▶ WORK INSTRUCTIONS: Please copy exactly every line from the one that contains "M7 168 561 173" to the end of the data below, with both ends included and no other lines.

Dataset entries
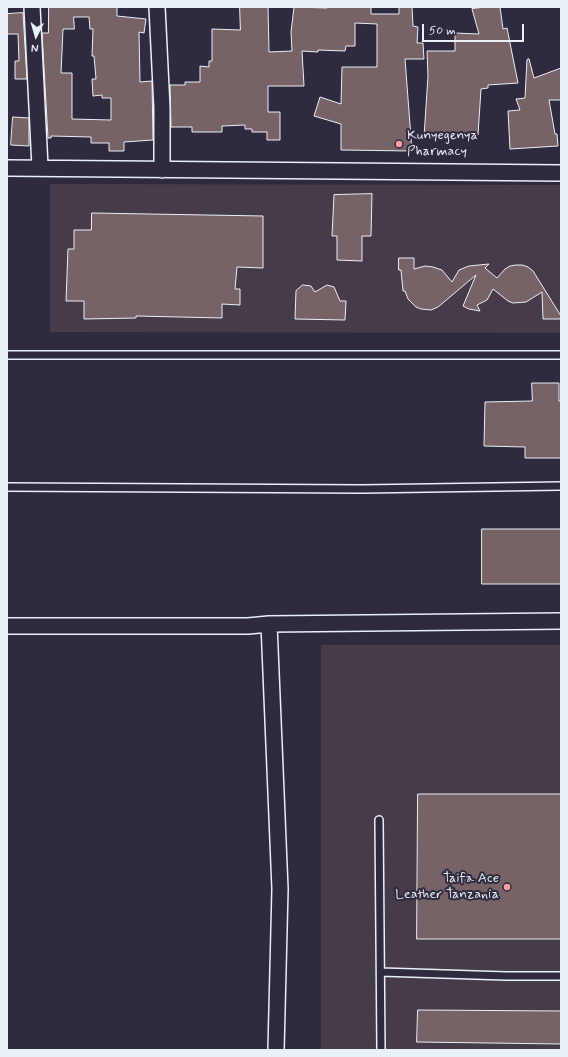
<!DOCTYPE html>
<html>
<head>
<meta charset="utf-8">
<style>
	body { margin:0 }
	#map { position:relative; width:568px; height:1057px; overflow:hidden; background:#2f2a3d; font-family:Mynerve,sans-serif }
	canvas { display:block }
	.frame { position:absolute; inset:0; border:8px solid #e8f1f8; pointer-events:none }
	.north { position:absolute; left:16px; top:16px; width:40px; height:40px; -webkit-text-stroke:3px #2f2a3d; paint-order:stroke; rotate:185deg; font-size:11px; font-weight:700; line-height:16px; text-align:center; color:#e8f1f8 }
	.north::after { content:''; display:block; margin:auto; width:14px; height:18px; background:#e8f1f8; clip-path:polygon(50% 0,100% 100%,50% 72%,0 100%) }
	.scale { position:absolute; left:422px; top:24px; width:102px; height:18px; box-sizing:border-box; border:2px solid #e8f1f8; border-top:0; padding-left:5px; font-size:12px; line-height:14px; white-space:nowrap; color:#e8f1f8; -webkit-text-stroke:3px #2f2a3d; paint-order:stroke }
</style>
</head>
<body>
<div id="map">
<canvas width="568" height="1057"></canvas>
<div class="frame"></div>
<div class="north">N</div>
<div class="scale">50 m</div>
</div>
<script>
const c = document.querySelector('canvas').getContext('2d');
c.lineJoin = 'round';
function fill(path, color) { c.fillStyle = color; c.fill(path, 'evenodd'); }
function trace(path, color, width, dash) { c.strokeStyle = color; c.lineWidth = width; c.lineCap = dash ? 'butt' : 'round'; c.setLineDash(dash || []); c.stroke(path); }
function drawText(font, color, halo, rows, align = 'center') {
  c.font = font + ' Mynerve,sans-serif'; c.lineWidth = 4; c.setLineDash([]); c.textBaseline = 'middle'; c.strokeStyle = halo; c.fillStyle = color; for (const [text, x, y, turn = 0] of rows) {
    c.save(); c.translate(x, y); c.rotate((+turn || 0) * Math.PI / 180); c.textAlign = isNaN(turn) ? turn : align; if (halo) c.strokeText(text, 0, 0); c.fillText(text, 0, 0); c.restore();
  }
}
fill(new Path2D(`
	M50 184 561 185V333L50 332Z
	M321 645H561V1050H321Z`), '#453b49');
const building = new Path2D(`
	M49 7H117V16L146 19 144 33 139 32 140 82 152 81 153 140 124 142V151H109V143H91V137L51 136V138H48L42 33H48ZM74 17H89L90 29H93L92 56H94L96 79H92L93 96 102 95V98H111V120L72 119V73H61L63 29H74Z
	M240 7H268L269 52 292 51 291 32 294 7 327 8V7H371V14H399V7H412L413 26 418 27 417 43H423L424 59H405L412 151 341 150V124L314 116 320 97 341 104 342 67H377V24L355 23V46H346L345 51 318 50V52L302 51 304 86H268V112H280V140H267V132H252V129H245V125L222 126V132H192V127H171L170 85H185V82H200V66L209 67V61H212V29L240 30Z
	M487 7H500L503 29 507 28 518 83 488 85V88L481 89 478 135 446 134V139L424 137 428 76 427 51H455V33L479 34 472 9Z
	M23 13 27 79H15V61H19L18 34H7V14Z
	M529 59 534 78 561 68V100H549L555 134H557L558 146 510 149 508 111 520 110 516 99 525 98 527 60Z
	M13 117 29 118V146L11 145Z
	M372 194 371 236H362V261L337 260V236H332L334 195Z
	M92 213 263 216V268L237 267 235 289H240V305L222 304V318L136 316V318L84 319V301H66L68 249H74V230H91Z
	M399 258H414V269L425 266 433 267 442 270 452 282 459 270 469 266 489 264 485 268 497 278 505 269 510 266 516 265H522L528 267 533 271 561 316V319H543L542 292 526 302 513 303 508 301 493 289 487 300 477 305 480 311 469 309 463 306 476 275 438 307 431 310 421 309 416 307 408 299 405 291H403L401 270H399Z
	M303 285 311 286 315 292 327 285 334 287 340 301H346L345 320 295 319 296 291Z
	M532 383H559V401H561V458H525V447L484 446 485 402 532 401Z
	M482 529H561V584H482Z
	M418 794H561V939H417Z
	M418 1010 561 1011V1044L417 1042Z`);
fill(building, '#776265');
trace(building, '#e8f1f8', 1);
const lane = new Path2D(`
	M7 355H561
	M7 487 362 489 561 486
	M379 820 381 1050
	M381 972 506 976H561`);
const street = new Path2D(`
	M32 7 40 167
	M157 7 162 108V170
	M7 168 561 173
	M269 624 280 889 276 1050
	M7 626H248L269 624 561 621`);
trace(lane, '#e8f1f8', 10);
trace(street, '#e8f1f8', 18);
trace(lane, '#2f2a3d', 7);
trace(street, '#2f2a3d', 15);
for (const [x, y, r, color] of [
	[399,144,4,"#ff9aa2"],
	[507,887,4,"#ff9aa2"]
]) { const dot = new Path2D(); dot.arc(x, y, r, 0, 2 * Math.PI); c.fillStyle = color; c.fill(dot); trace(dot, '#2f2a3d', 1.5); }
drawText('14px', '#e8f1f8', '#2f2a3d', [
	["Kunyegenya",407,136],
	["Pharmacy",407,152],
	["Taifa Ace",499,879,"right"],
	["Leather Tanzania",499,895,"right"]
], 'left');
</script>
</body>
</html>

▶ RESULT OF THE TASK:
	M7 168 561 173
	M269 624 280 889 276 1050
	M7 626H248L269 624 561 621`);
trace(lane, '#e8f1f8', 10);
trace(street, '#e8f1f8', 18);
trace(lane, '#2f2a3d', 7);
trace(street, '#2f2a3d', 15);
for (const [x, y, r, color] of [
	[399,144,4,"#ff9aa2"],
	[507,887,4,"#ff9aa2"]
]) { const dot = new Path2D(); dot.arc(x, y, r, 0, 2 * Math.PI); c.fillStyle = color; c.fill(dot); trace(dot, '#2f2a3d', 1.5); }
drawText('14px', '#e8f1f8', '#2f2a3d', [
	["Kunyegenya",407,136],
	["Pharmacy",407,152],
	["Taifa Ace",499,879,"right"],
	["Leather Tanzania",499,895,"right"]
], 'left');
</script>
</body>
</html>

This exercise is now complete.